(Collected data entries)
****************************************

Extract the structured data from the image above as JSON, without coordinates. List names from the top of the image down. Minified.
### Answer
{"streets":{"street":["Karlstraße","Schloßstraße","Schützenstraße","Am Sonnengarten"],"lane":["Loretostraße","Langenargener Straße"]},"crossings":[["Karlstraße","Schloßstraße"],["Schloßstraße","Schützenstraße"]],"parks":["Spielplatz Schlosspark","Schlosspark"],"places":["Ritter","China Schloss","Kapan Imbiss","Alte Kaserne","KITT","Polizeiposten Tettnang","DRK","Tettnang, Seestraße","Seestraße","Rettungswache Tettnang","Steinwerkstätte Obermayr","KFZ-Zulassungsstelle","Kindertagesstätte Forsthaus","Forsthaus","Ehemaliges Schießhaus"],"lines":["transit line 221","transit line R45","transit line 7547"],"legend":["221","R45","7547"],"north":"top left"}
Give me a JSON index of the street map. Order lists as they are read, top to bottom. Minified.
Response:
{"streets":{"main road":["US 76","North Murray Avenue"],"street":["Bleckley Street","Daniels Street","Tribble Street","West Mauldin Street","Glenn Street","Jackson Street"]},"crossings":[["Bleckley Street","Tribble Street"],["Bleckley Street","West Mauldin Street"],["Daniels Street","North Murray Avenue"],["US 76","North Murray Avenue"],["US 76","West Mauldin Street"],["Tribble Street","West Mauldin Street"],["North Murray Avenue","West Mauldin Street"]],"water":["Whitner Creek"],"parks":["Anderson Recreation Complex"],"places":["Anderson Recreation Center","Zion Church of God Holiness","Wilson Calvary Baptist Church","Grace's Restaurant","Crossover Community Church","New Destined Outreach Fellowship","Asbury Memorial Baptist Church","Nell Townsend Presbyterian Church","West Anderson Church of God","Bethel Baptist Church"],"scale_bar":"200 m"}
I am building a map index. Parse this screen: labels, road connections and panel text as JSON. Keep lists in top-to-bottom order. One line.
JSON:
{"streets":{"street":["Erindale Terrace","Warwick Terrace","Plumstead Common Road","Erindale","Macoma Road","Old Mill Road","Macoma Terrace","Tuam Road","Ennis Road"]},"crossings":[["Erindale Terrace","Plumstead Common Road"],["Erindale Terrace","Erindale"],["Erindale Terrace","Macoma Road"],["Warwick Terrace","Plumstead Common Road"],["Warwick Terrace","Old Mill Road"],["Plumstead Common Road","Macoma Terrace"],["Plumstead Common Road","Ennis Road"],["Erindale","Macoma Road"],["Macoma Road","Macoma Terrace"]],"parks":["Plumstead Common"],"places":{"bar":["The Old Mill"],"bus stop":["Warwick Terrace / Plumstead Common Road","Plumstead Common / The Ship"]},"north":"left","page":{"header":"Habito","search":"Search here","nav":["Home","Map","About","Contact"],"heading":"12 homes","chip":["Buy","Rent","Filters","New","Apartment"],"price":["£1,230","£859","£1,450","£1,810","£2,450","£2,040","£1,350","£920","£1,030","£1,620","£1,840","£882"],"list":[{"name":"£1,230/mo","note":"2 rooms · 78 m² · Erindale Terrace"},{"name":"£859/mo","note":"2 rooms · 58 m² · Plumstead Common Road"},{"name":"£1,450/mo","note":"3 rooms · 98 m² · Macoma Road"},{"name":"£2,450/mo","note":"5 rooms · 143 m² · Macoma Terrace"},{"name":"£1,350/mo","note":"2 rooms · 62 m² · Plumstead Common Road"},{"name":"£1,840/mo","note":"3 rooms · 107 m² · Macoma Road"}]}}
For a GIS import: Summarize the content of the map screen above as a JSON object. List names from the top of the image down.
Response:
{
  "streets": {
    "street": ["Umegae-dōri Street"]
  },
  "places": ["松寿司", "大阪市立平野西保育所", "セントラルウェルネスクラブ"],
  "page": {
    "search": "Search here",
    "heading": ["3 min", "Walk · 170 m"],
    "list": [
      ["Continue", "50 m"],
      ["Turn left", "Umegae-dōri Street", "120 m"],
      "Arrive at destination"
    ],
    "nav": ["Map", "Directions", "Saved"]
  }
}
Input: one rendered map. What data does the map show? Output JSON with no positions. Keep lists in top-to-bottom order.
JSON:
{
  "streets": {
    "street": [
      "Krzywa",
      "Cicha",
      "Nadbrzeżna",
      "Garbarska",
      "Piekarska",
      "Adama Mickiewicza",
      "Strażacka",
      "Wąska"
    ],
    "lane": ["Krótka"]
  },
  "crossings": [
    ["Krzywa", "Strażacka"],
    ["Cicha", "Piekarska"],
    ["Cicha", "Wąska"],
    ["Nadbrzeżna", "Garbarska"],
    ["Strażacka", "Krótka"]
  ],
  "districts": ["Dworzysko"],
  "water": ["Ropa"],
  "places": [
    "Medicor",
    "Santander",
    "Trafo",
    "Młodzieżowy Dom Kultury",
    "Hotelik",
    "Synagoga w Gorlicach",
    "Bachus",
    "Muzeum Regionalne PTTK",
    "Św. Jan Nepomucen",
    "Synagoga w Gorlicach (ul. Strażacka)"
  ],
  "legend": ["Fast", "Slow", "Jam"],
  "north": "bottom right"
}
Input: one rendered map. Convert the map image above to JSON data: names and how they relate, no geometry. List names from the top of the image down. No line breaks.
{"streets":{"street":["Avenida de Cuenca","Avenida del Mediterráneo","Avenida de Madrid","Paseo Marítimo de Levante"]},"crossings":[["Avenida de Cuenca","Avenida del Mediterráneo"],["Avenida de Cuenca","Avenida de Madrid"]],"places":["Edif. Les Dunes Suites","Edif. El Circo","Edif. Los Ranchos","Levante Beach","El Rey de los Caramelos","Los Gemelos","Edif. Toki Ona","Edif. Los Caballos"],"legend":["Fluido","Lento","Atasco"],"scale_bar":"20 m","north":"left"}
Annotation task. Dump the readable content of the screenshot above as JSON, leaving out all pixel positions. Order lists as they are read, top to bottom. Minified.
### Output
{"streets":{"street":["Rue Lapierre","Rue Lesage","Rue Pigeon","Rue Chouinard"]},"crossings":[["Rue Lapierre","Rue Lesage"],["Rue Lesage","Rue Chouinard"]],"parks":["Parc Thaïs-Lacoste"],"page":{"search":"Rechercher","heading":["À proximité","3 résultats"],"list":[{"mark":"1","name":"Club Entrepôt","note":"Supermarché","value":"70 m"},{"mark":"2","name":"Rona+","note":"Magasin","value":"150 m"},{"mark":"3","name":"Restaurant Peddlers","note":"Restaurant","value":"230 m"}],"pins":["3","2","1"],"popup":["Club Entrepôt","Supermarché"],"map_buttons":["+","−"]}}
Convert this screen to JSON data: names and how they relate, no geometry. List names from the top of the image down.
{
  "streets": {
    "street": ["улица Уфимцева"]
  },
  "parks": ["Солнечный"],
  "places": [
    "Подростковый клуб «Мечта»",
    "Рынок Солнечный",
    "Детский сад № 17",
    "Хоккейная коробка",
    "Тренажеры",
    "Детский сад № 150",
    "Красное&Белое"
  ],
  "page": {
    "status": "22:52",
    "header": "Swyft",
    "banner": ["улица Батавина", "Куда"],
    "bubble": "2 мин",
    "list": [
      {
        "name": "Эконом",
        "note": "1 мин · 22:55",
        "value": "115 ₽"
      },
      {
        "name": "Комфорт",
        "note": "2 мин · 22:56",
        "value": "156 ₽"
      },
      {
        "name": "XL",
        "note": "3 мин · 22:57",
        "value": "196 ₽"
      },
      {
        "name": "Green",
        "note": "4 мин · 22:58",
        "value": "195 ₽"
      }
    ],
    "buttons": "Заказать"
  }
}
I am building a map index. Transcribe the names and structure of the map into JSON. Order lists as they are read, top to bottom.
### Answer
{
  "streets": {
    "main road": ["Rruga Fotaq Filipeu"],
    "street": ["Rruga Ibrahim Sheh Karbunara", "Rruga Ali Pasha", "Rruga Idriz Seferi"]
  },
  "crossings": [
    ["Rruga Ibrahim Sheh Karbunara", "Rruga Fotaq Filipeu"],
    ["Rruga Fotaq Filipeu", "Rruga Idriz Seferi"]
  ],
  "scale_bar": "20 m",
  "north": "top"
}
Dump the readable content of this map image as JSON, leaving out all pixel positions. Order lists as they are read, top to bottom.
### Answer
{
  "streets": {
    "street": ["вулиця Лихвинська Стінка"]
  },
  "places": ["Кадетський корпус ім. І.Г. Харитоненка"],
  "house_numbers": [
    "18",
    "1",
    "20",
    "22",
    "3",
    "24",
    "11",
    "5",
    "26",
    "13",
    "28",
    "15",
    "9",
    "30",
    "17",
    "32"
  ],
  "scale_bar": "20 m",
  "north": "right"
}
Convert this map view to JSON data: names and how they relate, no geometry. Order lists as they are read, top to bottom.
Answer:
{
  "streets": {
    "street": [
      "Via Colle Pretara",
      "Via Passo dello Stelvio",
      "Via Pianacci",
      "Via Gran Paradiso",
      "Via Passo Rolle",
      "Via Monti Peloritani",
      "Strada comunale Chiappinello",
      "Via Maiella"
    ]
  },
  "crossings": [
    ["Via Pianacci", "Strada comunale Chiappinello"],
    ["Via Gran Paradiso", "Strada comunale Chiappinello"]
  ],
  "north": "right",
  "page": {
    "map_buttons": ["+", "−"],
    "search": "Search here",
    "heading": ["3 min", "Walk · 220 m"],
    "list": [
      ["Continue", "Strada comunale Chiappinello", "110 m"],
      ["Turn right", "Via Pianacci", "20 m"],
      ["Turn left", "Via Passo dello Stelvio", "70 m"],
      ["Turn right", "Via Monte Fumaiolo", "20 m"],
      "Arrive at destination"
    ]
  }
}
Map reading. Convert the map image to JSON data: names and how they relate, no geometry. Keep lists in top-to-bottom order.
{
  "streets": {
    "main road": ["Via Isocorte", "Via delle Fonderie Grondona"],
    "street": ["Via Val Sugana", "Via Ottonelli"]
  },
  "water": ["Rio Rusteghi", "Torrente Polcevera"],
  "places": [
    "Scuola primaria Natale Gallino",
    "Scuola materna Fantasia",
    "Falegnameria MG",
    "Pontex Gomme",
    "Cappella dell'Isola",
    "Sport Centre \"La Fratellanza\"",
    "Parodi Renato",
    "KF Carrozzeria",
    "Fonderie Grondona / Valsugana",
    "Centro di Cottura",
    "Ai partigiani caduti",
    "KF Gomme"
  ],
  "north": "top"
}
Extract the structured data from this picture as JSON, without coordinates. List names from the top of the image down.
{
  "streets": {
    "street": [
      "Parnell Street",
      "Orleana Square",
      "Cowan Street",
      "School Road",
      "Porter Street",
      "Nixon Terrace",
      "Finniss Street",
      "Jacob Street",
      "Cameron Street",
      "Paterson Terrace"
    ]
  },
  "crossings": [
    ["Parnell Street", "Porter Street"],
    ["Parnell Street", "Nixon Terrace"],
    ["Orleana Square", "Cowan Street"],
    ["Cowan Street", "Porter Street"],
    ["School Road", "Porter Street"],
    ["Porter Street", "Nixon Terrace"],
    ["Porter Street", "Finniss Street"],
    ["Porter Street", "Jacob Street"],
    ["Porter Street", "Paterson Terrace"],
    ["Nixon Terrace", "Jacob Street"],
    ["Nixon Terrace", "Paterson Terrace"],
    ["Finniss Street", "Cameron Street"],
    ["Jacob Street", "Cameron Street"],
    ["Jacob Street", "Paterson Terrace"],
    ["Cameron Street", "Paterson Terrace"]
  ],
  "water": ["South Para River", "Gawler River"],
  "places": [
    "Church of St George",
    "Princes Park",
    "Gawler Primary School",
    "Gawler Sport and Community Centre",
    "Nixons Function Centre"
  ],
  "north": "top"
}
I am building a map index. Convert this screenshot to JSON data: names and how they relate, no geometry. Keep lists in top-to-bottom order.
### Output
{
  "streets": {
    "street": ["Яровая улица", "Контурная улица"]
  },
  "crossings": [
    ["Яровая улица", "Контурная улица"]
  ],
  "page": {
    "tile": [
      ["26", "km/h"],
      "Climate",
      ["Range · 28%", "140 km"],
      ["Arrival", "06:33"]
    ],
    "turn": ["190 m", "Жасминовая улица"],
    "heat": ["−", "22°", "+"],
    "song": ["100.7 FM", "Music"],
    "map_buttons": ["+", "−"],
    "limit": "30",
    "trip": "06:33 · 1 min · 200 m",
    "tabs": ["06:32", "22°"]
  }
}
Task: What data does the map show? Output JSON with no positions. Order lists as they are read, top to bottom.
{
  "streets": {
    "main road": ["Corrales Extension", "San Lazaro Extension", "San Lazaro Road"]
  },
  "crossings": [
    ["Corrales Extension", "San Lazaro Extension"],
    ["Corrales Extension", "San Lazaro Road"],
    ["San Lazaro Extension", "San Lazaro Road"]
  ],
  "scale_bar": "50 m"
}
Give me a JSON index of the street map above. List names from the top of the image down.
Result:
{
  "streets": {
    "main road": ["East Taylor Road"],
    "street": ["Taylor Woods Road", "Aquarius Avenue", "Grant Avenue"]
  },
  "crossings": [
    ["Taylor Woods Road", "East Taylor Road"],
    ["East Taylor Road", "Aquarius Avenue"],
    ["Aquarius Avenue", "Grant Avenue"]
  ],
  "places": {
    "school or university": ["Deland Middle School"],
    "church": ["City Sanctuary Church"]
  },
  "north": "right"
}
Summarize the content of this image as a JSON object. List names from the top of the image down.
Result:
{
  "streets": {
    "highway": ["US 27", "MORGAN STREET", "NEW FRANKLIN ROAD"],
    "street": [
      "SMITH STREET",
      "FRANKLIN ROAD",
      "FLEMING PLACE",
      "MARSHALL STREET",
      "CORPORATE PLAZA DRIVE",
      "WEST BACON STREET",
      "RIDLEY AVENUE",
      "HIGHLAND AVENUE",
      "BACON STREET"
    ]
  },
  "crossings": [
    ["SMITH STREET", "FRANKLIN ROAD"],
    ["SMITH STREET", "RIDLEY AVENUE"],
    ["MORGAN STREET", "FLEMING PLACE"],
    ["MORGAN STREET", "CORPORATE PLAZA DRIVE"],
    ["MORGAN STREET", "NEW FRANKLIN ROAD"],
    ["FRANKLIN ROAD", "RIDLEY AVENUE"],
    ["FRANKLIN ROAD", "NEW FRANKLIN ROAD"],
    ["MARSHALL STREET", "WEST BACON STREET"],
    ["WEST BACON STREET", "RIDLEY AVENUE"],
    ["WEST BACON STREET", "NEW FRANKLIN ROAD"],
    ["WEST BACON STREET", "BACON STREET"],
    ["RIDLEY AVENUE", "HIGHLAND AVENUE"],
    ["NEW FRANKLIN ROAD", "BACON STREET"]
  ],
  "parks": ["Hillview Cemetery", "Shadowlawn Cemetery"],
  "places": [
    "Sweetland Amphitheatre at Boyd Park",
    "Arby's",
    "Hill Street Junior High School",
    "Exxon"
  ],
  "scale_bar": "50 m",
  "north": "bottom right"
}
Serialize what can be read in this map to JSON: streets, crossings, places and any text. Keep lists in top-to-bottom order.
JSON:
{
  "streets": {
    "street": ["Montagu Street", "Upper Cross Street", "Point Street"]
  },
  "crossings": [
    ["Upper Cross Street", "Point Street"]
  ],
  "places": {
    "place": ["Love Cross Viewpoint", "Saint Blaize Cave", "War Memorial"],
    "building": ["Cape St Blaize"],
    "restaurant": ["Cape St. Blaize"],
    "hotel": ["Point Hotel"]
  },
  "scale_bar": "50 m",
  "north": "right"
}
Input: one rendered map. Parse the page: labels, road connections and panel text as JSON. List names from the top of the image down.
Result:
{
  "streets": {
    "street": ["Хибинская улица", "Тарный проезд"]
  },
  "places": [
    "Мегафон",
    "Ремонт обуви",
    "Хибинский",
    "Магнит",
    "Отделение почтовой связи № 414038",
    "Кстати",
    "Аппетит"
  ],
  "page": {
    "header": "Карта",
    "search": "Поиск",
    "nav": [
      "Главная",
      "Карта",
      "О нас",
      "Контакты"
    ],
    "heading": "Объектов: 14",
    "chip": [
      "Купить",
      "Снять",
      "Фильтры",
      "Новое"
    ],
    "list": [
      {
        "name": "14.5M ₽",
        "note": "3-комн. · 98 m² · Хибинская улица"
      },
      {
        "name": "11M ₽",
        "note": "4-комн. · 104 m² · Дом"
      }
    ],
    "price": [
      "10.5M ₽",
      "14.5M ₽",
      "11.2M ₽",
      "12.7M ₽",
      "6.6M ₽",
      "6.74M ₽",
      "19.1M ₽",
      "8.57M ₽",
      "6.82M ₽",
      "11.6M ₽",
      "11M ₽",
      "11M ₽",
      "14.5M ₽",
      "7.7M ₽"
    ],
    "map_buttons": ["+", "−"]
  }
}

****************************************

### Exercise prompt:
Take the stretch of lines above from the one containing "Serialize what can" through the one containing "Input: one rendered map. Parse" and repeat it exactly, adding no other line.

### Response:
Serialize what can be read in this map to JSON: streets, crossings, places and any text. Keep lists in top-to-bottom order.
JSON:
{
  "streets": {
    "street": ["Montagu Street", "Upper Cross Street", "Point Street"]
  },
  "crossings": [
    ["Upper Cross Street", "Point Street"]
  ],
  "places": {
    "place": ["Love Cross Viewpoint", "Saint Blaize Cave", "War Memorial"],
    "building": ["Cape St Blaize"],
    "restaurant": ["Cape St. Blaize"],
    "hotel": ["Point Hotel"]
  },
  "scale_bar": "50 m",
  "north": "right"
}
Input: one rendered map. Parse the page: labels, road connections and panel text as JSON. List names from the top of the image down.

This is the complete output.